When will this be code complete? Should I stage it before it is?
(In reply to comment #4) > When will this be code complete? Should I stage it before it is? We need this staged earlier than later. It looks like it's got a number of moving parts (eg. cronjobs, etc), so it's probably best to get a start on working through the surprises now.
FWIW, the Quodis code repo is here: https://github.com/quodis/Twitter-Collage I've forked it into these repos: https://github.com/mozilla/Twitter-Collage https://github.com/lmorchard/Twitter-Collage I think it would be good to use the github.com/mozilla repo for staging and code auto-updates, since that would let us pull from Quodis and push to our repo to maintain code control on our servers.
(In reply to comment #6) > I think it would be good to use the github.com/mozilla repo for staging and > code auto-updates, since that would let us pull from Quodis and push to our > repo to maintain code control on our servers.
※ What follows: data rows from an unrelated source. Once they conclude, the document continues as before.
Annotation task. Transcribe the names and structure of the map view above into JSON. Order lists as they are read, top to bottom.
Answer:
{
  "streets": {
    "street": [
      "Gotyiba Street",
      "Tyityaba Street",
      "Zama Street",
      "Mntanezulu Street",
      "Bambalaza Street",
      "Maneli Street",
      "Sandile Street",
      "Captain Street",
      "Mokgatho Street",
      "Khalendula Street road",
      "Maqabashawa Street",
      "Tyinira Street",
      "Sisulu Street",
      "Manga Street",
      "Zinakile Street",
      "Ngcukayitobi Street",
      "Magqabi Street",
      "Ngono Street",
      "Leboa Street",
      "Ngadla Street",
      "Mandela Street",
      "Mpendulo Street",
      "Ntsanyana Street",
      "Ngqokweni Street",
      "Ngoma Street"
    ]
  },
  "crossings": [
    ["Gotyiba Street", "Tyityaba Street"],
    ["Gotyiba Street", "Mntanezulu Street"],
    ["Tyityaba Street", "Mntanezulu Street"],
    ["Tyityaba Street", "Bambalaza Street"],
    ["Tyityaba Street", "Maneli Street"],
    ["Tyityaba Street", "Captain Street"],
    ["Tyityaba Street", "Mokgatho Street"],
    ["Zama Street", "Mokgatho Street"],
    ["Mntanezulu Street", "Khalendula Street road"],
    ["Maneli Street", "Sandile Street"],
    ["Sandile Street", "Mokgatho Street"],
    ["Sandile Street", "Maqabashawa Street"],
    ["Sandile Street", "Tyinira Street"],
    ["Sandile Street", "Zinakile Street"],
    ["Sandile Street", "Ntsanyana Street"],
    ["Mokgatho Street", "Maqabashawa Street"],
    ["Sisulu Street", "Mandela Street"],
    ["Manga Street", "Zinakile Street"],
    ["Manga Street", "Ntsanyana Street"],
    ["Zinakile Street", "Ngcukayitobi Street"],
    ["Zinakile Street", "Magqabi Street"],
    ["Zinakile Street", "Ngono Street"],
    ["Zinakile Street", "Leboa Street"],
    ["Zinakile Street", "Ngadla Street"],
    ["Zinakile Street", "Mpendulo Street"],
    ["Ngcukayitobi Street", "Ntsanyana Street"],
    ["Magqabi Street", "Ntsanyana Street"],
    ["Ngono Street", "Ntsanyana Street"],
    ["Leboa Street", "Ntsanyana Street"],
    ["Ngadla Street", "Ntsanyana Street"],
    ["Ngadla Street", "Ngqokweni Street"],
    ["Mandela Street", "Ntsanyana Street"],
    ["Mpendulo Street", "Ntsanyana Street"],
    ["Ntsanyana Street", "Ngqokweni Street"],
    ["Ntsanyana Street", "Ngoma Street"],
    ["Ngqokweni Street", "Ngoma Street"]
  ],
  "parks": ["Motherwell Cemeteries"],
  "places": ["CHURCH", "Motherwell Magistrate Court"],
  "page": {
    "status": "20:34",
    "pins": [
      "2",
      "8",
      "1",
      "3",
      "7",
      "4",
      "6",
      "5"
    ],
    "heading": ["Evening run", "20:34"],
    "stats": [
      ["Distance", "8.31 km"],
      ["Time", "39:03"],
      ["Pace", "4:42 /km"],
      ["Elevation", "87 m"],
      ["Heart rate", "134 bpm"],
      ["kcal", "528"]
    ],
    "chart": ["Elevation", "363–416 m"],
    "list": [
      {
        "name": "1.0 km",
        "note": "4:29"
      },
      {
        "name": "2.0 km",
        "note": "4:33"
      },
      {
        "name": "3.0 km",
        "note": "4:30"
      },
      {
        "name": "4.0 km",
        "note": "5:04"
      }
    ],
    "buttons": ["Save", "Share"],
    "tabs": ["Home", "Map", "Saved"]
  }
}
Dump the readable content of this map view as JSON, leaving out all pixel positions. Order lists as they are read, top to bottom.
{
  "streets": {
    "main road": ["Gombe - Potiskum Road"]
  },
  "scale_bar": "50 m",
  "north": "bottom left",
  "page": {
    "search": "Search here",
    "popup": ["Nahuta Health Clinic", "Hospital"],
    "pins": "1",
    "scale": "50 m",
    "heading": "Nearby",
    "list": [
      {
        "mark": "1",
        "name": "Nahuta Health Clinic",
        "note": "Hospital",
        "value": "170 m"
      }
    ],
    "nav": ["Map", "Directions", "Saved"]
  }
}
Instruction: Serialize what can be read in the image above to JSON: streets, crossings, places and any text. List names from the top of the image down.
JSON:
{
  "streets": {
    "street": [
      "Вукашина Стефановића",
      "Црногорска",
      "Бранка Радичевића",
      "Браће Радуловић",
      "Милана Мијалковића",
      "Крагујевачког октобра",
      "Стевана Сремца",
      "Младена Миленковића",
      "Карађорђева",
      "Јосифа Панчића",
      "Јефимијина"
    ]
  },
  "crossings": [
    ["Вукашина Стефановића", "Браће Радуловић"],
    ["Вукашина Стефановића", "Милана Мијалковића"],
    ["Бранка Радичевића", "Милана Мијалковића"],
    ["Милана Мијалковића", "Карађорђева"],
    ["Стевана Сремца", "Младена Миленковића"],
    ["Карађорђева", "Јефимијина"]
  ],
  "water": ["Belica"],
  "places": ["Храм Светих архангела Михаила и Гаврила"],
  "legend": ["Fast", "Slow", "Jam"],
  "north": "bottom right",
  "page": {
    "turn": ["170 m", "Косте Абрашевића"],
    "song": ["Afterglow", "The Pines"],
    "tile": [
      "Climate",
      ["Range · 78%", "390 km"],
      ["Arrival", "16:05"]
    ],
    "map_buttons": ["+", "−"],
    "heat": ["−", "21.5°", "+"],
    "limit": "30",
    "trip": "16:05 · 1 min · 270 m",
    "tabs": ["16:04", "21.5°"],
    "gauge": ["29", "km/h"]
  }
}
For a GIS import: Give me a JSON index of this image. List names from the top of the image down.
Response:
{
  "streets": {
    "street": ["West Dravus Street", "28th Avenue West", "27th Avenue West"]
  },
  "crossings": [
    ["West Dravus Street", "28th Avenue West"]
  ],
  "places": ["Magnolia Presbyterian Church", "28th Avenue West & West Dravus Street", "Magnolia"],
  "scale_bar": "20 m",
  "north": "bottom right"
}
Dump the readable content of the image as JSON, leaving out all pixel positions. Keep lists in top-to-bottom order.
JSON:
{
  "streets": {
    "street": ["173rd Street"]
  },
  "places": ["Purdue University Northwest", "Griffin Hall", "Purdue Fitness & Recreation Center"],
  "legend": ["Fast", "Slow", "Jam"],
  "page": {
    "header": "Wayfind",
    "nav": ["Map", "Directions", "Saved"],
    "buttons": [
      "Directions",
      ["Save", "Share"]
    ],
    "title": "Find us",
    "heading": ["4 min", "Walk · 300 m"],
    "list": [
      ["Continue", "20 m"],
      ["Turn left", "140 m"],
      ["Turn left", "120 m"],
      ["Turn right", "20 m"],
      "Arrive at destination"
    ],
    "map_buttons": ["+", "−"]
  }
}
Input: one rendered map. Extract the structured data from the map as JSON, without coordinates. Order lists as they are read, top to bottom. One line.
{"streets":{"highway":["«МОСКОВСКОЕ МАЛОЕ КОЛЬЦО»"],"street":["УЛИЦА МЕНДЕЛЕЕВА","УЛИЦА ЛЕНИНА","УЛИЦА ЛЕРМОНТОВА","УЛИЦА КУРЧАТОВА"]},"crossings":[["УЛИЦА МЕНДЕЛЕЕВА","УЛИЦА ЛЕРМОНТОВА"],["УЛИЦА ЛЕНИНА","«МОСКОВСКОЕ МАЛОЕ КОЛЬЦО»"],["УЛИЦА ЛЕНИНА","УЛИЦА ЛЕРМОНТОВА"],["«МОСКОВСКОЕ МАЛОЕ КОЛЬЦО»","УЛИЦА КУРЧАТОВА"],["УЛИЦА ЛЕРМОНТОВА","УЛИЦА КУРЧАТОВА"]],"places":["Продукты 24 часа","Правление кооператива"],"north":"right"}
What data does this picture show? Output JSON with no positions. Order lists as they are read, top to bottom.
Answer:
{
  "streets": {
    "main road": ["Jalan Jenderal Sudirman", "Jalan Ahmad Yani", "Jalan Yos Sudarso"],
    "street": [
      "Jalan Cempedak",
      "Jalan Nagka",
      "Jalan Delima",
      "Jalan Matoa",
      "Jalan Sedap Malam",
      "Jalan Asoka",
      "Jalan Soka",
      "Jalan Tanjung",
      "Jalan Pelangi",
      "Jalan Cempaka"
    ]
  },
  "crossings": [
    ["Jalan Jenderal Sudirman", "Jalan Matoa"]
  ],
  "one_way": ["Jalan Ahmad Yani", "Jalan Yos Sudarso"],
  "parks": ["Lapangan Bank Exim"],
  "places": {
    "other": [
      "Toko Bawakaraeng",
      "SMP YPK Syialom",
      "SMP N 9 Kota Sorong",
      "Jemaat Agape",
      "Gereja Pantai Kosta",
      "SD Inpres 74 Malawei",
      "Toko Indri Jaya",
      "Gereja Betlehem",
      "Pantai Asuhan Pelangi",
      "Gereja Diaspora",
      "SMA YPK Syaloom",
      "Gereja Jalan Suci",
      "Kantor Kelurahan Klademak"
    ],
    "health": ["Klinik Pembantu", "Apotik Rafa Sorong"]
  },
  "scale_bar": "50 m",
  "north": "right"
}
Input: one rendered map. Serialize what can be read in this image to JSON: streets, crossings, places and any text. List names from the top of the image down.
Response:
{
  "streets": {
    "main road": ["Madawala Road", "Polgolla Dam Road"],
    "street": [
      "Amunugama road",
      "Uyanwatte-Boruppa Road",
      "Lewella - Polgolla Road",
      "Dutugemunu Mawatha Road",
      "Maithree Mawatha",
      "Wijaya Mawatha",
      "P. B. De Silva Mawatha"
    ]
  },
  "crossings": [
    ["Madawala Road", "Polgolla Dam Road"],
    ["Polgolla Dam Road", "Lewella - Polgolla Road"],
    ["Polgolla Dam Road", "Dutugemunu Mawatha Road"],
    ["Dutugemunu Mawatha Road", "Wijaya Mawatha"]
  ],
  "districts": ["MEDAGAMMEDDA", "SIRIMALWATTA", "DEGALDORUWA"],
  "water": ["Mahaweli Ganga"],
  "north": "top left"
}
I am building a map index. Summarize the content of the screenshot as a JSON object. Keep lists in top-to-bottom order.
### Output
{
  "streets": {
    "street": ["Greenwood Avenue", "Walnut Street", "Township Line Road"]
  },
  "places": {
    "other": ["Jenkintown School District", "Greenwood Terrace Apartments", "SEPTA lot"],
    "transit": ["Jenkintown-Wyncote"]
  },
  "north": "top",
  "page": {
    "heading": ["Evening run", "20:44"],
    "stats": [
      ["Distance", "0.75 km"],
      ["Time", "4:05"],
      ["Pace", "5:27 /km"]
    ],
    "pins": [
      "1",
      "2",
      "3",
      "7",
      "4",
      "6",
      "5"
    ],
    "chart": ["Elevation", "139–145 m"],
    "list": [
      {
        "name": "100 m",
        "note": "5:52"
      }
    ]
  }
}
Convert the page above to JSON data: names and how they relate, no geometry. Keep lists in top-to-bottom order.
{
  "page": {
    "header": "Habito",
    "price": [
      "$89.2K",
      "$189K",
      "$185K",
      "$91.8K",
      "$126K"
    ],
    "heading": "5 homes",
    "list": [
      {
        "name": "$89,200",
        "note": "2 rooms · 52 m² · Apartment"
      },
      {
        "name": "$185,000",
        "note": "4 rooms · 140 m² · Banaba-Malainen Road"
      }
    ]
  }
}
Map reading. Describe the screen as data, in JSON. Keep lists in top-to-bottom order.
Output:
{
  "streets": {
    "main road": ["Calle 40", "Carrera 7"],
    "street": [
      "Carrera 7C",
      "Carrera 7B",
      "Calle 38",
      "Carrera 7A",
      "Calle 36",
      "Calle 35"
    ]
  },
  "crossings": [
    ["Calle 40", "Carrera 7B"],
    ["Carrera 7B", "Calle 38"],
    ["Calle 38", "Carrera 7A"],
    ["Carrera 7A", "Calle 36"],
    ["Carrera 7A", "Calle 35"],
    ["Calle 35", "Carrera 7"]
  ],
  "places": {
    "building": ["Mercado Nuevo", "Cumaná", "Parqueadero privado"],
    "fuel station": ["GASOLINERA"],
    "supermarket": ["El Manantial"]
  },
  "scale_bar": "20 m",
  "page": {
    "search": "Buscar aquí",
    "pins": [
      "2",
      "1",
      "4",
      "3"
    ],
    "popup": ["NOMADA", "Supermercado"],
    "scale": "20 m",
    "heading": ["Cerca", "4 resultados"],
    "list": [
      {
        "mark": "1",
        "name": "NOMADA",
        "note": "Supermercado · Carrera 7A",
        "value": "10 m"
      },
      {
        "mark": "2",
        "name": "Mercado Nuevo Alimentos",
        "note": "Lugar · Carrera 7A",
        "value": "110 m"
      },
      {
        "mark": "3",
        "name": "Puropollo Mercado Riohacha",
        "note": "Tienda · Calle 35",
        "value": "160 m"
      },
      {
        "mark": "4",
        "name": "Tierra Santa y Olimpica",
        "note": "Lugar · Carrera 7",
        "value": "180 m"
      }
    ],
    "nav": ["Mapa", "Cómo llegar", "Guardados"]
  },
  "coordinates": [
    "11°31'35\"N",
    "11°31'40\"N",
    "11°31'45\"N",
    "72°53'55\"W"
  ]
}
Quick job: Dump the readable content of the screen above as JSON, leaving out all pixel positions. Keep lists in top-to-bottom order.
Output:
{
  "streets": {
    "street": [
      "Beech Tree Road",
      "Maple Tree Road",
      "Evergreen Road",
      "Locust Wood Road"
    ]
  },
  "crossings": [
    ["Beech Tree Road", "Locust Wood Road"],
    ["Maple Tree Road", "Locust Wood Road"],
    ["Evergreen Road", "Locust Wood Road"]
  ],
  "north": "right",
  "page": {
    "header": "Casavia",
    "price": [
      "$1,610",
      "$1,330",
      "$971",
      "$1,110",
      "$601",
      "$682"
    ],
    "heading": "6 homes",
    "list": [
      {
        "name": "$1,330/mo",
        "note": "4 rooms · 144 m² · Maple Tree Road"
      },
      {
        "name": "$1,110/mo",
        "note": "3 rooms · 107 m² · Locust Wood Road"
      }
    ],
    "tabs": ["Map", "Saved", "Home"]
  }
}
Jeremy, we can go ahead and stage it as Les suggested. Having it staged sooner will help us start testing and work out the kinks. Thanks!
The site will live at twitterparty.mozilla.org so that should help in setting up the staging URL.
PHP >= 5.3.2 Is this a hard requirement? We run with 5.2.6, and changing that is going to be difficult.
Guys - the page load size for this is pretty extreme. It's coming in at nearly 700KB and sometimes as high as 1.5MB. That's really large for any site. I don't want to host a site that has that sort of page size requirements. What can be done to reduce this before launch?
I've also noticed that if I run my mouse across the image it will fire off about 450 48x48 image requests to twitter.
Corey, we confirm the system is ok with PHP 5.2.6
This site drives CPU load up quite a bit. Just loading this one site in a single tab takes Firefox to > 80% CPU. Duplicated on two different systems.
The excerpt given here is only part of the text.